The 2013 5th edition of the Diagnostic and Statistical Manual of Mental Disorders (DSM-5) includes some changes to the diagnosis of Posttraumatic Stress Disorder (PTSD). The changes are noted on the website for the DSM-5 and they are also currently conducting trials in the field in order to determine what implications of such changes will mean for patients.

The first change to the posttraumatic stress disorder diagnosis is that it will no longer be considered as an anxiety disorder and instead will be considered as one of the ‘Trauma-and-Stressor-Related-Disorders’. This is a new section that has been created to classify disorders that have been brought on by specific traumas in the patient’s life rather than just general anxiety.

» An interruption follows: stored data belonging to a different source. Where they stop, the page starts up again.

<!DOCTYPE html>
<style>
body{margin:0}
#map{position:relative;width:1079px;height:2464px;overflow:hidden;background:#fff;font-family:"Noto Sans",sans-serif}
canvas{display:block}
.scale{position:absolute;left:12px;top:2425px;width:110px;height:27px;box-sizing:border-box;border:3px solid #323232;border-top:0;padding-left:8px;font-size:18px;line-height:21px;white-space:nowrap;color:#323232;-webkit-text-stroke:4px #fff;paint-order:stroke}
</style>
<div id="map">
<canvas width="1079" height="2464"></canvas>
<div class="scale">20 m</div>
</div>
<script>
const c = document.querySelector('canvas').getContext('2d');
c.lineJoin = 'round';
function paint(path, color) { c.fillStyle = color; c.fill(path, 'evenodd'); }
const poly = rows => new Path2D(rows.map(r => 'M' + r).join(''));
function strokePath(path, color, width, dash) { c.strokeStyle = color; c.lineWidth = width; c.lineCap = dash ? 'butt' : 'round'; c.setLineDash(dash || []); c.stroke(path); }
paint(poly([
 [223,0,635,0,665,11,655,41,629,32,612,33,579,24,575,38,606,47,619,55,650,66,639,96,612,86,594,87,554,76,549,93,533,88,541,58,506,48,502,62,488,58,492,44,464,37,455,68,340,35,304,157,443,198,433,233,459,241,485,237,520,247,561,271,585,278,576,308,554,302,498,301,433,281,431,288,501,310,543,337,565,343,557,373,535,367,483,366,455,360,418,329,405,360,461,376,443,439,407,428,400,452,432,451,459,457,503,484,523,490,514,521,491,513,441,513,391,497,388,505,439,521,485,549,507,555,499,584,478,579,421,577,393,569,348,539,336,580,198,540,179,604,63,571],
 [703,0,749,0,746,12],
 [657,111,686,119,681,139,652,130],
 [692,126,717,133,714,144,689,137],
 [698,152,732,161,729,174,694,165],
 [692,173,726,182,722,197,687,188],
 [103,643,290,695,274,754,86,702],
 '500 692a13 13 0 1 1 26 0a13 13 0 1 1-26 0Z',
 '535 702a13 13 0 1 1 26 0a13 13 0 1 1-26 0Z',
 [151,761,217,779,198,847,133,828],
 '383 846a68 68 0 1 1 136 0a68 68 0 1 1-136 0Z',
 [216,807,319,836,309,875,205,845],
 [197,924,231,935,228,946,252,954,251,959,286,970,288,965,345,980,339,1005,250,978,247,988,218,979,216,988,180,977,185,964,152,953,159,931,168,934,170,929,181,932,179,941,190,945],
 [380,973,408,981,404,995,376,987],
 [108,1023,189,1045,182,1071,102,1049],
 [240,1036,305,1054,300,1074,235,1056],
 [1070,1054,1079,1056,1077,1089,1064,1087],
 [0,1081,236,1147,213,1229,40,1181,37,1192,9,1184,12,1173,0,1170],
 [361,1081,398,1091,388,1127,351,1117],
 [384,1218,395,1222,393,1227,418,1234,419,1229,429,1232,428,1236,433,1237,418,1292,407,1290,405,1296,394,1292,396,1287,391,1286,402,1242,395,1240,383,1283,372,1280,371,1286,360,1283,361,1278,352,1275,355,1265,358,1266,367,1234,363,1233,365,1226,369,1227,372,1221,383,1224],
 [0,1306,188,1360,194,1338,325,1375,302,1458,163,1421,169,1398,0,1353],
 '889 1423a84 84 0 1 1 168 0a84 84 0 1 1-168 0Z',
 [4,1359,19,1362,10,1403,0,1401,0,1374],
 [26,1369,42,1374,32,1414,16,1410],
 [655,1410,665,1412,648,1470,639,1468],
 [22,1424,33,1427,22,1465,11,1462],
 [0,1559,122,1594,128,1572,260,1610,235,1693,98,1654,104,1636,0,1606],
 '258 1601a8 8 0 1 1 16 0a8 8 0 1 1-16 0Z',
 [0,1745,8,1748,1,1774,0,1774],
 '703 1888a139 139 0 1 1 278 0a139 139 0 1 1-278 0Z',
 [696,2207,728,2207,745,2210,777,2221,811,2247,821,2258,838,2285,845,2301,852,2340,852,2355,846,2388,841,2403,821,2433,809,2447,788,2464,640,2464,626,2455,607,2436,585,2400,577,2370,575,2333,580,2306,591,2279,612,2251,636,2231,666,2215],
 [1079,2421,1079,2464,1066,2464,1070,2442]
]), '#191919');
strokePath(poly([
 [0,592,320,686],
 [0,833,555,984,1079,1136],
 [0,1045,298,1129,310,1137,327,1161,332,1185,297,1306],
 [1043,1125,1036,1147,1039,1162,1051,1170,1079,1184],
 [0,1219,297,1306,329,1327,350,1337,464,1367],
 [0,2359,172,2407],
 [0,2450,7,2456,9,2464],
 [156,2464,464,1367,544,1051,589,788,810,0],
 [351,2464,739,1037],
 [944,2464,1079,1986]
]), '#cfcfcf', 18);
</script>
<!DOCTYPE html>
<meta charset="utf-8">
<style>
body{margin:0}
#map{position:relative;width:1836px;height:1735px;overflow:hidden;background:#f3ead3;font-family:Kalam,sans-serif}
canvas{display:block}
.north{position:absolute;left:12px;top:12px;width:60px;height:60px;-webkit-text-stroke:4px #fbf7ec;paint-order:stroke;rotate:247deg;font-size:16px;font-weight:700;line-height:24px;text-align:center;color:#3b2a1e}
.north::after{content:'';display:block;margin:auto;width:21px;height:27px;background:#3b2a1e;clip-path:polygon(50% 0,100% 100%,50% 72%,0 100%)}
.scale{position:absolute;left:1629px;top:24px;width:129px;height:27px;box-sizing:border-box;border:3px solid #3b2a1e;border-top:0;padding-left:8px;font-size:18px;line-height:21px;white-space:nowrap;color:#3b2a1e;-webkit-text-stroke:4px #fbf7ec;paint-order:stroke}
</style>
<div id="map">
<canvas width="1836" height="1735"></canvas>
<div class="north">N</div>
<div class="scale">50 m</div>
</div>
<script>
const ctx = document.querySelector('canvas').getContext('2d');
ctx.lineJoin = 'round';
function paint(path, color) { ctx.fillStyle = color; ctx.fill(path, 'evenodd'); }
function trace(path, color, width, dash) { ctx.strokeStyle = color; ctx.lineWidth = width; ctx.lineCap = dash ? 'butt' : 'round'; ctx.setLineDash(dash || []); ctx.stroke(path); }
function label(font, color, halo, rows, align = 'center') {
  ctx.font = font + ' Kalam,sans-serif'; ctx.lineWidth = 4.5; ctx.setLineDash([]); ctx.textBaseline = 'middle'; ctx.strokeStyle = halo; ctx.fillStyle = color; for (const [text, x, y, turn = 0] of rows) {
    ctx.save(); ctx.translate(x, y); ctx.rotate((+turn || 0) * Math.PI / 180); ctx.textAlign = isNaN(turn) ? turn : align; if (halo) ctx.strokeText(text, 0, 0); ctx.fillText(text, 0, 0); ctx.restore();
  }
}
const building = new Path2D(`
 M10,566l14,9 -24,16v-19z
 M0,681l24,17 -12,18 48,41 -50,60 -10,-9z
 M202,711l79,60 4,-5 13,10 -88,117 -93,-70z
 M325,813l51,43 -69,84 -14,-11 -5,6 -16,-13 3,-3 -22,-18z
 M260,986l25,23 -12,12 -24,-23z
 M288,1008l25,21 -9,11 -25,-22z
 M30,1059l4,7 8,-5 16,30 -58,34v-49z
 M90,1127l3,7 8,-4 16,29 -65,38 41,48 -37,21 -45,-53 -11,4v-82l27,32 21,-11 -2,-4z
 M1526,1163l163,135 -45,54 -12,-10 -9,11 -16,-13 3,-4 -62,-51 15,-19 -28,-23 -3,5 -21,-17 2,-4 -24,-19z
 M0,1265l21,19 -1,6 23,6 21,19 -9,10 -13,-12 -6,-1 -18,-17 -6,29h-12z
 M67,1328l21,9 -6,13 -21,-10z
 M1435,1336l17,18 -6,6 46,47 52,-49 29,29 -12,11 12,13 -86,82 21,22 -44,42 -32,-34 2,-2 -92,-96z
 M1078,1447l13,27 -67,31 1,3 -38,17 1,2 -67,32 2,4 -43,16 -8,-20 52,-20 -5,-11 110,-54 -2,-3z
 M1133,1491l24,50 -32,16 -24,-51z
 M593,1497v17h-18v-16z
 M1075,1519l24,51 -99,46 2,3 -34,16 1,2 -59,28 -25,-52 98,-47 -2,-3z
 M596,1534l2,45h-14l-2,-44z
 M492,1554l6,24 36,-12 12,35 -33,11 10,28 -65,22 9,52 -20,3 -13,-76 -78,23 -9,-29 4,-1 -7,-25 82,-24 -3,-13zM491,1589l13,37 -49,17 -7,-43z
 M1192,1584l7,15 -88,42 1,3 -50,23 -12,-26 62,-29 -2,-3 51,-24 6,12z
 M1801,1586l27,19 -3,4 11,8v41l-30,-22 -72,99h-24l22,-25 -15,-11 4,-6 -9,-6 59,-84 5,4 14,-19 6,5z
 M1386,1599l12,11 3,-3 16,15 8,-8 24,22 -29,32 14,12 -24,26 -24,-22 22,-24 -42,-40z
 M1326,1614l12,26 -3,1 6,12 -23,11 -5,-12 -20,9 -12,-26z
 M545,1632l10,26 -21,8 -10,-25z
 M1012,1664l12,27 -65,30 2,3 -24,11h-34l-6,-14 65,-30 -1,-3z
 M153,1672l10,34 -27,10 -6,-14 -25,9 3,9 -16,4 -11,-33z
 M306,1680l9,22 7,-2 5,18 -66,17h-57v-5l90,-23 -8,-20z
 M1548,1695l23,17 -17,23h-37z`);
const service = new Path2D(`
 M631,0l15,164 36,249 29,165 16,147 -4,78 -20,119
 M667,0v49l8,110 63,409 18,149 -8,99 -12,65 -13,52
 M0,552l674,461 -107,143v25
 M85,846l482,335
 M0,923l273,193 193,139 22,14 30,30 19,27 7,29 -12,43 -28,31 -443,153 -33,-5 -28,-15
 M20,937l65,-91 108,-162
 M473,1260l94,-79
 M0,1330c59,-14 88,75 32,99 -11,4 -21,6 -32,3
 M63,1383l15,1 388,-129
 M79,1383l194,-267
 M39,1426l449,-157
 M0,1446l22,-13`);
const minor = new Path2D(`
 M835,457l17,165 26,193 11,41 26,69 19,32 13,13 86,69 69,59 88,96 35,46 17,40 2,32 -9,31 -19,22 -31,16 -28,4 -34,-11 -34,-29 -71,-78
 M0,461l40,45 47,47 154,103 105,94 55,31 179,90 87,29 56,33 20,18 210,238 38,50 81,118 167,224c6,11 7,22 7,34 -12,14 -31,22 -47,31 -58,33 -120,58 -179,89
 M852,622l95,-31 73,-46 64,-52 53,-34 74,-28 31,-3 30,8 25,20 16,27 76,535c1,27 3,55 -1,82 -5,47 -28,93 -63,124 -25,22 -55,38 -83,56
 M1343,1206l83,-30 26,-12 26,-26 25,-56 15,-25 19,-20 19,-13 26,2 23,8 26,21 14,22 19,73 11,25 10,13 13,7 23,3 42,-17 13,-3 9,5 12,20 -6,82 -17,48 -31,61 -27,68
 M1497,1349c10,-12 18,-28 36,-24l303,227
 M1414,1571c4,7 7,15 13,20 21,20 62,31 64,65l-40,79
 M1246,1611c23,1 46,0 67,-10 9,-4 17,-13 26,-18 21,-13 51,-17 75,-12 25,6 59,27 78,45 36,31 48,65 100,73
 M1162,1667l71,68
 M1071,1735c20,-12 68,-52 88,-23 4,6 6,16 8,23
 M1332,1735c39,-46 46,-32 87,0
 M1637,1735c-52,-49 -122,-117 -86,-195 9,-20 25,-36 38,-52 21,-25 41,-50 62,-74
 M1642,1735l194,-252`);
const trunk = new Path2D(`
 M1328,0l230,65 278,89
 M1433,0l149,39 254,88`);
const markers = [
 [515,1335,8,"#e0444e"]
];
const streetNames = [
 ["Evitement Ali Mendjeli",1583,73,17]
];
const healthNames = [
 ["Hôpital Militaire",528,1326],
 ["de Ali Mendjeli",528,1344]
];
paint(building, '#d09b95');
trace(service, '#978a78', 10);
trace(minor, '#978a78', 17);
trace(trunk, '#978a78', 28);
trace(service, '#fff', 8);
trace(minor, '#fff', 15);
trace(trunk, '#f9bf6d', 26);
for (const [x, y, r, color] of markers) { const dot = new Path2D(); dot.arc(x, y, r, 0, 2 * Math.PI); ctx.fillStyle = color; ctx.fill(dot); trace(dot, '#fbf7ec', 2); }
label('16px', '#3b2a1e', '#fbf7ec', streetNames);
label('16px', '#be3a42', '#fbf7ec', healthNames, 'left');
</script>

The criteria for categorizing the meaning of a traumatic event known as Criterion A1 has been reworded to be explained as exposure to death or sexual violence or threats of death or sexual violence. The possibilities for the individual being considered having Criterion A1 are that the individual directly experienced the situation, had it happen to a family member or friend or that the individual was a witness to the event occurring to a third party.

A second set of criteria known as Criterion A2 which refers to how the individual deals with the effects of being involved in the traumatic event and as a result ended up developing posttraumatic stress disorder will be removed from the diagnostic criteria. The reason for this change is that is has been documented through research that the posttraumatic stress disorder patients reacted to the traumatic event in various ways. For example, patients did not respond immediately to the event by feeling fear, a feeling of helplessness or a feeling of shock. This response was especially common with regard to military personel.

Another change that has been made in the DSM-5 is that symptoms of posttraumatic stress disorder are split into groups instead of being considered all as plausible symptoms of posttraumatic stress disorder in a single individual. The DSM-5 splits them into two groups. One of the sets of symptoms deals with avoidance issues with regard to dealing with the trauma.

There will be new symptoms of the disorder to be introduced in the DSM-5 that include details about being numb to the traumatic event (i.e. being unable to remember details of the event, lack of interest in previously enjoyed activities and feeling detached). A few additional changes have been made that will also impact the diagnosis of posttraumatic stress disorder.

The data has not yet been published as to how the new definitions of what constitutes Posttraumatic Stress Disorder will impact how common the disorder is in various populations because the changes are likely to significantly impact the way that the disorder is categorized in patients. The field trials however once they are published will provide greater inside into exactly how the rates will change with the changes to the DSM-5.